One can sum up all this by saying that the criterion of the scientific status of a theory is its falsifiability, or refutability, or testability. —Karl Popper, Conjectures and Refutations

Here, inspired by the bubble-popping metaphor as much as by Popper himself, we propose a way in which research articles can become partially or wholly semantic publications. This means that a publication can state not only that the entire article is fit for the journal but also that the semantic assertions the article contains (such as “mutation X in gene Y causes disease Z”) have met specific criteria. If this process is implemented, assertions within a publication made by the author will be checked against their stated experimental results by peer referees. When the experiment is an apt test of an assertion, the referees can state that and the journal can apply its own tag to make an assertion-experiment triple with provenance. This construct holds the hypothesis and the falsifying or confirming experiment together, and it is applied by the publishing journal or database after peer scrutiny meets its criteria.

Our definition of a conceptual advance worthy of publication is a theory or model that makes predictions that without the theory would be extremely unlikely, together with the skeptical testing of those predictions. There is, of course, always a place for descriptive and exploratory science, but much of genomics research progresses by hypothesis generation and experimental replication. Although the context in which hypotheses are asserted and tested can vary by experimental method, paradigmatic framework and scientific strategy, there are examples of reproducible and productive methods in genetics that are already amenable to semantic enhancement. Indeed, the approach may reduce the time, anxiety and waste of some practices we currently struggle with.

By paying careful attention to community standards for separating the generation of a hypothesis and testing of exactly the same hypothesis under conditions that explicitly invite its refutation, we have been able in recent years to publish results in several fields that can be readily reused by other scientists. For example, genome-wide association studies have since 2007 entailed a required internal replication because only a few years earlier less than a quarter of such studies could be successfully repeated. Monogenic disease studies including targeted and exome resequencing need to show in more than one pedigree mutations sufficient to disrupt the function of the hypothesized gene in a manner consistent with the stated mode of inheritance. Somatic mutations proposed to be recurrent drivers of cancer must be identified not only in the discovery samples but also in a separate series of further tumor-normal pairs. With semantic tagging, results within publications that meet community standards of hypothesis testing can be tagged as such, and what remains can be labeled untested hypothesis or available experimental result to invite further investigation.

It follows that studies that meet the technical criteria for hypothesis generation but not the full community standard for testing should not be considered as compromising the advance in these fuller publications held to the higher standard. Nor should they be considered premature or scientifically invalid. Indeed, the rapid dissemination of the hypothesis may accelerate and influence research directions of those with similar information or those prepared to take a greater risk. In some fields, there may be benefit in rapid dissemination of results that by themselves do not yet meet publication criteria in any existing journal. One example would be a single instance of a human mutation that could aid in decision making for an individual with a rare disease (J. Med. Genet. 48, 577–578, 2011). In this case, the hypothesis tag would act as an attribution license on a database entry that could ensure proper provenance and authorship or contribution credit once corroborating mutations were found in separate pedigrees sufficient to map the causal gene unambiguously. Dedicated medical genetics databases or alliances of affected individuals could become the stewards of these isolated observations.

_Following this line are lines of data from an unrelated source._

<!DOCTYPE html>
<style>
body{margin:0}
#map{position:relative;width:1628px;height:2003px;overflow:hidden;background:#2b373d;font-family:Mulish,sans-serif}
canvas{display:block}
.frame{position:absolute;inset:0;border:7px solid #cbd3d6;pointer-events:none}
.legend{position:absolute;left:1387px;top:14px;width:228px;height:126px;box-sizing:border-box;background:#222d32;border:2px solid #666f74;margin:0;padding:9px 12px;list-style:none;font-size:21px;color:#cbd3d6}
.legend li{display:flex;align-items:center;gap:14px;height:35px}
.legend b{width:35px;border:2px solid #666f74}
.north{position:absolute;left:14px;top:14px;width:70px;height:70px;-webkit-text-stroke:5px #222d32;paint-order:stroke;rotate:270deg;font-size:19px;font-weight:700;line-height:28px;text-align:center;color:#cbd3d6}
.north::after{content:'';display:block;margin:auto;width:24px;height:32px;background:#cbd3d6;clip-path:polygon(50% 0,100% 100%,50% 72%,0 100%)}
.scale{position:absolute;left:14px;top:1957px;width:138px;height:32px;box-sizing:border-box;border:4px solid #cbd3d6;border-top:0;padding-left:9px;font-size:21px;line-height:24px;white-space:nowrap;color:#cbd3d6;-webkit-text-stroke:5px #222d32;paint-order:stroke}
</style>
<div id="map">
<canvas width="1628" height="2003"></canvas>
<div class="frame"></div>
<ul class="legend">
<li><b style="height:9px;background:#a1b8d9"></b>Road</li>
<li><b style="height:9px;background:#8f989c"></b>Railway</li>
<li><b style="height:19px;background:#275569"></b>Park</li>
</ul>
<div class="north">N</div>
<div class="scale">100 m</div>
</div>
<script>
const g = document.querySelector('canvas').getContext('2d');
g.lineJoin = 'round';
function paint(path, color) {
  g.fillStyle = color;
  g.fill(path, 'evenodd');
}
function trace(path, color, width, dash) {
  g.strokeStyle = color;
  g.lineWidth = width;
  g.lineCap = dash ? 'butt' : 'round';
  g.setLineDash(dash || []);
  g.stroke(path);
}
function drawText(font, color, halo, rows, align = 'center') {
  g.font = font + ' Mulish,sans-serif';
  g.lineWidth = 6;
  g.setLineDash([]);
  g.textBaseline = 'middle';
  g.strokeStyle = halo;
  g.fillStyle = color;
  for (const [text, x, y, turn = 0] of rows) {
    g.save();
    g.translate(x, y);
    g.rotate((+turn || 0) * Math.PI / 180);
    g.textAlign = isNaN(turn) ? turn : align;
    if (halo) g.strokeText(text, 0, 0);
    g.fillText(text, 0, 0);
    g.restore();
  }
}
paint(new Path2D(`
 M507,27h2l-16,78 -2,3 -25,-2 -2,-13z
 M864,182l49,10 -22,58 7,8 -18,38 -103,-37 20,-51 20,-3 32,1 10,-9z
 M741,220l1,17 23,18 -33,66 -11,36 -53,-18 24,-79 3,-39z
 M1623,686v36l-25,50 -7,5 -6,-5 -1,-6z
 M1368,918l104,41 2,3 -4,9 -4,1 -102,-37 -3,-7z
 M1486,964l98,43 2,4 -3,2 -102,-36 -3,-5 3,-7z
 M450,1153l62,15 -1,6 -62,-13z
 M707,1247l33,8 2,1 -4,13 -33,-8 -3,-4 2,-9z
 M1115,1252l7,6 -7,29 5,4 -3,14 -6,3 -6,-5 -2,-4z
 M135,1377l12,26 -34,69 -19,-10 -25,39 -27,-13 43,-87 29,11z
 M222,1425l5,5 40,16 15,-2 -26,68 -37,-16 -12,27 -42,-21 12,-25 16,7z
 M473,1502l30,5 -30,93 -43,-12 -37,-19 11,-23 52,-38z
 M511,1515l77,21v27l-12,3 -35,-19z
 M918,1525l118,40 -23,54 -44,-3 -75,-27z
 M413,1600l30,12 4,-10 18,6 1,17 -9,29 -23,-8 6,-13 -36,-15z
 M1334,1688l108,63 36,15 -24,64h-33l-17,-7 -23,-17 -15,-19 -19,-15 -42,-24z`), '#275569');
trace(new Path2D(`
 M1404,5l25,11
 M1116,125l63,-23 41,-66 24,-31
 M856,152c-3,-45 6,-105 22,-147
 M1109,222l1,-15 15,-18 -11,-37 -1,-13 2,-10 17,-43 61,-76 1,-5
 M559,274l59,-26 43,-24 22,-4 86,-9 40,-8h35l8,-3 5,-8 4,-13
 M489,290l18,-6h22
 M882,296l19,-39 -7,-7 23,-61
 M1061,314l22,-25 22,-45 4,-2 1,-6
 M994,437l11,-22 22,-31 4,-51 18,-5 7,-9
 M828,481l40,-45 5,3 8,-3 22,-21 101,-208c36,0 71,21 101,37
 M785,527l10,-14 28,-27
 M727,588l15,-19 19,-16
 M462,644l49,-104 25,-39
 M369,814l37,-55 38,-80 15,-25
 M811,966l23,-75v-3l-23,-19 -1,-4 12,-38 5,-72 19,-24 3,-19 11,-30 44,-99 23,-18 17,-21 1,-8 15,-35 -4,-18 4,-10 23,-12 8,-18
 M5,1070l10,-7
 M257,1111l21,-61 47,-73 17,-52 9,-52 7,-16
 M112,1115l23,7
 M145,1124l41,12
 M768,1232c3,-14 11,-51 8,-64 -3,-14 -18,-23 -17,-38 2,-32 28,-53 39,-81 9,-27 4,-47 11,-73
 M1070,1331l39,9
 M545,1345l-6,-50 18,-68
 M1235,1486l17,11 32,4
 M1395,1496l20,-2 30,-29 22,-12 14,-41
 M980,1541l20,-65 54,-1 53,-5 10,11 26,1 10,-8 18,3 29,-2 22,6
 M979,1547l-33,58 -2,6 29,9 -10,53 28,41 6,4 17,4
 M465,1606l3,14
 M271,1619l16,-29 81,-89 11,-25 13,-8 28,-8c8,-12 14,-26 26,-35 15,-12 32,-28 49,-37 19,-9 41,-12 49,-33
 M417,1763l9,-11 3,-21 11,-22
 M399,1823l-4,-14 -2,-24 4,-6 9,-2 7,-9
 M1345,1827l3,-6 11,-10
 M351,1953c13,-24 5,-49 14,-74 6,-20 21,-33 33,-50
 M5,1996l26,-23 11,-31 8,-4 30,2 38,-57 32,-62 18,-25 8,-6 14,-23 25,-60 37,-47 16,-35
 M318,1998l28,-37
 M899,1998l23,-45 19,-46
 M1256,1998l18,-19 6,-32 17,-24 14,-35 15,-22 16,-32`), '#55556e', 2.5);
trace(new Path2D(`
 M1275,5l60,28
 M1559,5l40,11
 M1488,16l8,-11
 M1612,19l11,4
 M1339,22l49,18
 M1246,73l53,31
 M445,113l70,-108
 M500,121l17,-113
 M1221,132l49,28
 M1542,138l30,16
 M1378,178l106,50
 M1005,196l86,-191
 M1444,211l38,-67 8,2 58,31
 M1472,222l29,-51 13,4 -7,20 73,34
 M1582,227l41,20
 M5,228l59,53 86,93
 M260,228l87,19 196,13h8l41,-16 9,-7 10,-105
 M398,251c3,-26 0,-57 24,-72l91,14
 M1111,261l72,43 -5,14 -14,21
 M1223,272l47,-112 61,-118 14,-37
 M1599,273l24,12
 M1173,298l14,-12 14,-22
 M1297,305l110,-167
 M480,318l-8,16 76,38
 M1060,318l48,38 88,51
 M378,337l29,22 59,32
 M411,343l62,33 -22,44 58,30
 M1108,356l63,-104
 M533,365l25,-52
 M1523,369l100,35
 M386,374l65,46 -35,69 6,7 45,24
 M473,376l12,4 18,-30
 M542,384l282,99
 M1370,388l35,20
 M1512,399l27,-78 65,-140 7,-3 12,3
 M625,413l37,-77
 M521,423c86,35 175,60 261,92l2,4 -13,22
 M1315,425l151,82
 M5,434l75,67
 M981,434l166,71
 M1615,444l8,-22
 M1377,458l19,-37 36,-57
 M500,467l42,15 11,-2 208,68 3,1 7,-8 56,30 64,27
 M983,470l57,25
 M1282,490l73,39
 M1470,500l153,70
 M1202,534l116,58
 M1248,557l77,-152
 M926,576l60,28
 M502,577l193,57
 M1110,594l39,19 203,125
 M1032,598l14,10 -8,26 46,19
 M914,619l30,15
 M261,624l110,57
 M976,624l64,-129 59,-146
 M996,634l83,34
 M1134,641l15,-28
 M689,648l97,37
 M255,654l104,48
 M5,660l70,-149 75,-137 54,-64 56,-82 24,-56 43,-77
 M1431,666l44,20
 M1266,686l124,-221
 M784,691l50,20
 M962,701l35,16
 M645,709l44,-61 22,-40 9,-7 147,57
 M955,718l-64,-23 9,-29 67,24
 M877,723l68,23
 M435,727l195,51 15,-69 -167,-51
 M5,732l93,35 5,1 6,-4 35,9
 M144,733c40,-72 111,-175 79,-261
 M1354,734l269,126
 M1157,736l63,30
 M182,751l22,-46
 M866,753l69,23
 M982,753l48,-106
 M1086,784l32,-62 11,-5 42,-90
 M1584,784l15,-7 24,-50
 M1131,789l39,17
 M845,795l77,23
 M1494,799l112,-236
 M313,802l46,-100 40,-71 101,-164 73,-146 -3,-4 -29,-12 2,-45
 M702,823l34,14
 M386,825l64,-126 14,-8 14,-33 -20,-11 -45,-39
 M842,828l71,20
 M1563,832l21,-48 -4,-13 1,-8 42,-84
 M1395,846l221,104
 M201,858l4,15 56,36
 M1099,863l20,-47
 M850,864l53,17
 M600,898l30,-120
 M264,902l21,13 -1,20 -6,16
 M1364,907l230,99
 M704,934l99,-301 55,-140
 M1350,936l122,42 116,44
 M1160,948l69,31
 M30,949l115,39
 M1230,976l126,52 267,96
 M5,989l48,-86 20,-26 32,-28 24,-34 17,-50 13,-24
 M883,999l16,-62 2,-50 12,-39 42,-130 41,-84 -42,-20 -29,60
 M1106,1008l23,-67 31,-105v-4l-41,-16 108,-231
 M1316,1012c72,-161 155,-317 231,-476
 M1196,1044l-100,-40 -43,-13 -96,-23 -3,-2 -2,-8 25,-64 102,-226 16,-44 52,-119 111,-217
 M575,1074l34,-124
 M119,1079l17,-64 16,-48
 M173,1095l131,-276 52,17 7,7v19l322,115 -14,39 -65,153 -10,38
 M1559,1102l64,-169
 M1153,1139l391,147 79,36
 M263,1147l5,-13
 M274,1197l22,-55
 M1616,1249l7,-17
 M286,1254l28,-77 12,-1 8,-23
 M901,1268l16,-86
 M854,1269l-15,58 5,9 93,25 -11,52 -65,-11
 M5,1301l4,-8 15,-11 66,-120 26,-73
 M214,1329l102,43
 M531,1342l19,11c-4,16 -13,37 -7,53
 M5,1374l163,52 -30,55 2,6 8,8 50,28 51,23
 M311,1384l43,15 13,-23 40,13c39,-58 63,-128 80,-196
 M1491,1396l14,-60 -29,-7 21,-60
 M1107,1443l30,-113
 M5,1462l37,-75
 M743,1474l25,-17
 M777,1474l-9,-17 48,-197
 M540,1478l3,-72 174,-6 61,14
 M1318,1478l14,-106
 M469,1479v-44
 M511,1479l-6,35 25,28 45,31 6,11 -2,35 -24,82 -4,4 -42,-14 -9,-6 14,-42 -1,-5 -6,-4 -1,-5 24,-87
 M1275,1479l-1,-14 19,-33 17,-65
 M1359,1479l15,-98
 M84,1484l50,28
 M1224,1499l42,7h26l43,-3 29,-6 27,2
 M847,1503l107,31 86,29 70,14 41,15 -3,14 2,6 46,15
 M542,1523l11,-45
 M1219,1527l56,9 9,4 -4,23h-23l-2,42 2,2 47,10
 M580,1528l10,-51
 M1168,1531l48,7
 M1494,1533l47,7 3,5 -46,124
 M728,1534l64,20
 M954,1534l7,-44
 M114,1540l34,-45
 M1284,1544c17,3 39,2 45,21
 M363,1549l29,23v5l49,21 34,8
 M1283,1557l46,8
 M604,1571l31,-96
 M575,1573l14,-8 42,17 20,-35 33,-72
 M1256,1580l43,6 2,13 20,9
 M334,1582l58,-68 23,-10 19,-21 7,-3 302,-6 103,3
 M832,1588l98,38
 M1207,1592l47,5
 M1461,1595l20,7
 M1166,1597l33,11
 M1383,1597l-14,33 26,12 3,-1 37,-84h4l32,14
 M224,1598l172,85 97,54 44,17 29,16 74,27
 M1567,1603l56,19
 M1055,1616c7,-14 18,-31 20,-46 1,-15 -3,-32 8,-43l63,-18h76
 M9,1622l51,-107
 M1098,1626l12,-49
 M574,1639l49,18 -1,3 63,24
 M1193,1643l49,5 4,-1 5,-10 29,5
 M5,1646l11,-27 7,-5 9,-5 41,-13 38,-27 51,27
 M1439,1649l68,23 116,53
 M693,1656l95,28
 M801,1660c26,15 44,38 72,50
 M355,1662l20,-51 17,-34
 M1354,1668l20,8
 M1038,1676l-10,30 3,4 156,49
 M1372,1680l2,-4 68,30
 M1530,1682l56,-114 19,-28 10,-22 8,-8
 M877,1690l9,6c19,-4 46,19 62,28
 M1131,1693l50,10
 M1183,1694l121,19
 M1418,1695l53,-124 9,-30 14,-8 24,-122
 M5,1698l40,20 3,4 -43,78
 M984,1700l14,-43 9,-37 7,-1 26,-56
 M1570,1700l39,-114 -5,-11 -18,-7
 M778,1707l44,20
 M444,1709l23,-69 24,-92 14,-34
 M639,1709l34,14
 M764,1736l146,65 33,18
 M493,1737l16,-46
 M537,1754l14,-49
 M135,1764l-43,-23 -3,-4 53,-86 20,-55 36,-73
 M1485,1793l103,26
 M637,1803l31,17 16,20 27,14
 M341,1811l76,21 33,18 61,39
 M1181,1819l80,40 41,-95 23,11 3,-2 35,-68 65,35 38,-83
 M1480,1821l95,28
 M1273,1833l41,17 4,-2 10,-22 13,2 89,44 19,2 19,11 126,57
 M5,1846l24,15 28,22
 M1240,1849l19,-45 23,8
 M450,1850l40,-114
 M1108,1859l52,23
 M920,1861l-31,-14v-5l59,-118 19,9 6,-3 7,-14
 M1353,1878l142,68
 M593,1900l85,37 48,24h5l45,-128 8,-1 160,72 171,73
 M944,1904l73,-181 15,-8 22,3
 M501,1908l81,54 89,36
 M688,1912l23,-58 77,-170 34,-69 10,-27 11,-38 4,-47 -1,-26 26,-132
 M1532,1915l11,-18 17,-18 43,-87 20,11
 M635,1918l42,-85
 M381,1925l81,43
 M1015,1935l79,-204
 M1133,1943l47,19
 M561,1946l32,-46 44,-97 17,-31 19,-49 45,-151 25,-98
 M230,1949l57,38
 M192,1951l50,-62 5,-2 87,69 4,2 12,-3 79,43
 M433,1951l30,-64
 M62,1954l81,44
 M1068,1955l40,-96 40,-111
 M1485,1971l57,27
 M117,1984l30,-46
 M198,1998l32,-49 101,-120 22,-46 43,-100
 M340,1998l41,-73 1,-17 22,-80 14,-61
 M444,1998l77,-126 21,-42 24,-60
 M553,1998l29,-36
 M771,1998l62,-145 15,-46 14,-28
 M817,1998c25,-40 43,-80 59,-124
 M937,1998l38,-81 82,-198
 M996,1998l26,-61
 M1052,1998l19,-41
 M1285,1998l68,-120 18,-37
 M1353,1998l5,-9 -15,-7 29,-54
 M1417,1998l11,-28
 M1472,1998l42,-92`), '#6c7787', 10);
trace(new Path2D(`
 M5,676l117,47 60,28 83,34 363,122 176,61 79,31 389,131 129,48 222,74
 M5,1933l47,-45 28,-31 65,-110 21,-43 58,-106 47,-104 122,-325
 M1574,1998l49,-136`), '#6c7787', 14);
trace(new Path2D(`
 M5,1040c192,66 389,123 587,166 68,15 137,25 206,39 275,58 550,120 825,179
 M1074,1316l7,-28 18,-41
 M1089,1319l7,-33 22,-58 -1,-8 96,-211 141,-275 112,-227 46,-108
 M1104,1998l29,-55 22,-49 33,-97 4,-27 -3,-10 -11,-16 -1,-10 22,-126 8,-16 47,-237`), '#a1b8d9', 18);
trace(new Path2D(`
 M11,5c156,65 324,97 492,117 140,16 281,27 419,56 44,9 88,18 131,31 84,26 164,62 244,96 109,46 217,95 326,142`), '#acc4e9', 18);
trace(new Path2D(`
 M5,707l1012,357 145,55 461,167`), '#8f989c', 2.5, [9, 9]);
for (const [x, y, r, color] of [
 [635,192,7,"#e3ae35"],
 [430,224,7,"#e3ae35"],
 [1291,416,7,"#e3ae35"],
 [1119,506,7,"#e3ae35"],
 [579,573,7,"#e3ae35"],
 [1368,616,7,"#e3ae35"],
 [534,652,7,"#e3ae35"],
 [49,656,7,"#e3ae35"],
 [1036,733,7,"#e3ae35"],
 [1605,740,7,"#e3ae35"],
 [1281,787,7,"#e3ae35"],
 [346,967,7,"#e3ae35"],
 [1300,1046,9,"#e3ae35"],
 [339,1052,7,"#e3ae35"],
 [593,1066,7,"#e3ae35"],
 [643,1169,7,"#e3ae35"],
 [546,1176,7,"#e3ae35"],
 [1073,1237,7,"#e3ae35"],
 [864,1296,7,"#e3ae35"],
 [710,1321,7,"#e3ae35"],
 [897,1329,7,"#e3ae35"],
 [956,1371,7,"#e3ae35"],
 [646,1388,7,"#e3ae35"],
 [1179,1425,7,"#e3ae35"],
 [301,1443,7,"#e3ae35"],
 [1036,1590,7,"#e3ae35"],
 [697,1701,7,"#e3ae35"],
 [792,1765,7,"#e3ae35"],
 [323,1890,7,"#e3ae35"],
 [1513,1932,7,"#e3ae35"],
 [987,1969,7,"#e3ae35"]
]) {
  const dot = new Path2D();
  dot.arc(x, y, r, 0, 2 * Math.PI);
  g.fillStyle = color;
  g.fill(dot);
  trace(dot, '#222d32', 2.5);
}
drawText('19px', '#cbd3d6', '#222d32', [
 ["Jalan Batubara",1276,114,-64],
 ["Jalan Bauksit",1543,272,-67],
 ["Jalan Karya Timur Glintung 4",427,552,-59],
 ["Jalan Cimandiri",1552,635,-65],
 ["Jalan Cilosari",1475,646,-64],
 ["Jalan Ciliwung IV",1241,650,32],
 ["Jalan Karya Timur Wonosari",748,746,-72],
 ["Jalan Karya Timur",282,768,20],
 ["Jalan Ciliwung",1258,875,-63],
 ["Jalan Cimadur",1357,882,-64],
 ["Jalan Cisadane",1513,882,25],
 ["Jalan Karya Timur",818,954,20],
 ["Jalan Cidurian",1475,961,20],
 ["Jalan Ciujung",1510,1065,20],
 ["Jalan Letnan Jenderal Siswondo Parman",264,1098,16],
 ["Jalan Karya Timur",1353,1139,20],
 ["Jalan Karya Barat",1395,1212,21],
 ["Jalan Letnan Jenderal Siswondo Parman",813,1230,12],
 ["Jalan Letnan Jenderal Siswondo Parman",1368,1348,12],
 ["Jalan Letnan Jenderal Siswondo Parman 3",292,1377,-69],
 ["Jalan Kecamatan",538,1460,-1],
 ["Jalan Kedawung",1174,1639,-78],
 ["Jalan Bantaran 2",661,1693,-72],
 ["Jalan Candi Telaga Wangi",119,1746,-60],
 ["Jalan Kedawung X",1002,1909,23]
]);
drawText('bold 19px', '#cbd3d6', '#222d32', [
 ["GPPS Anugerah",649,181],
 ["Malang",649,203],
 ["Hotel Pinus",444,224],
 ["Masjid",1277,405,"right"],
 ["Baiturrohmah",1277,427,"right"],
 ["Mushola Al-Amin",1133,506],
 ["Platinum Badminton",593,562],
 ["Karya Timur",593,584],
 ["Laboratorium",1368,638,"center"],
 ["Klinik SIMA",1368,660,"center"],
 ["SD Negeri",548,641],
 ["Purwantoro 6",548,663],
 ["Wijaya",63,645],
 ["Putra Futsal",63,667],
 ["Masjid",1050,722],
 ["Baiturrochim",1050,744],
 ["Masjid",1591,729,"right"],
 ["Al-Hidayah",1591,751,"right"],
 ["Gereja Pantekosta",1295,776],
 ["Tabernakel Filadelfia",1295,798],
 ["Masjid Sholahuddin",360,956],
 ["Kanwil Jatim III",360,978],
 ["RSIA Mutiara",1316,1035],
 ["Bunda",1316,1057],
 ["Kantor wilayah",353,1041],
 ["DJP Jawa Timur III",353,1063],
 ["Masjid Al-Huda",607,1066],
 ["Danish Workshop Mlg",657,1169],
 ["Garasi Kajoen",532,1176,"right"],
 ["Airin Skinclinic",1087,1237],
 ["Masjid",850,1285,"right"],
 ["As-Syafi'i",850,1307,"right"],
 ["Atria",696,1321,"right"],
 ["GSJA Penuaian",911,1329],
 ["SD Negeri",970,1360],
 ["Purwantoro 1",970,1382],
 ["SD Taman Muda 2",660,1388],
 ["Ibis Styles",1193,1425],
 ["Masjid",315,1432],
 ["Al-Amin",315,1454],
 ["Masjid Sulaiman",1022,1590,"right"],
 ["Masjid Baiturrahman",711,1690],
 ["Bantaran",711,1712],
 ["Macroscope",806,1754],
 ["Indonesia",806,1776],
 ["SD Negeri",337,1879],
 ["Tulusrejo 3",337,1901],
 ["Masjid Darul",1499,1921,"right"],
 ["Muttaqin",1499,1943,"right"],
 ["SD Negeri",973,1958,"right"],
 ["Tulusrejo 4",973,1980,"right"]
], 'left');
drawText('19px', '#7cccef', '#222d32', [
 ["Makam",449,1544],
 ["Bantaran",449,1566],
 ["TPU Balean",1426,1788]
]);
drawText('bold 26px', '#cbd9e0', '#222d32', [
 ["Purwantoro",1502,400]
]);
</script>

One of the consequences of the greater transparency of online publication is the routine use of semantic identifiers such as standardized names for medical entities and genes, genome coordinates and data set accession codes. The relationships among these entities can also be formally stated within a given context and experimental setup. We invite you as authors to identify the assertions within your articles that can be defined in a sufficiently formal way that invites refutation, as well as the conditions under which they were tested and the experimental evidence that falsifies or corroborates each assertion. For the moment, these may be submitted as a Supplementary Table to be considered alongside the main article. We will conduct an experiment on the use of these in peer review and work towards their formal representation in the ensuing online publications.

We know that from where we stand the scientific method is alive and well, sound and productive. It thrives on clarity and improves with criticism. Let's use the new tools we have to make it even better.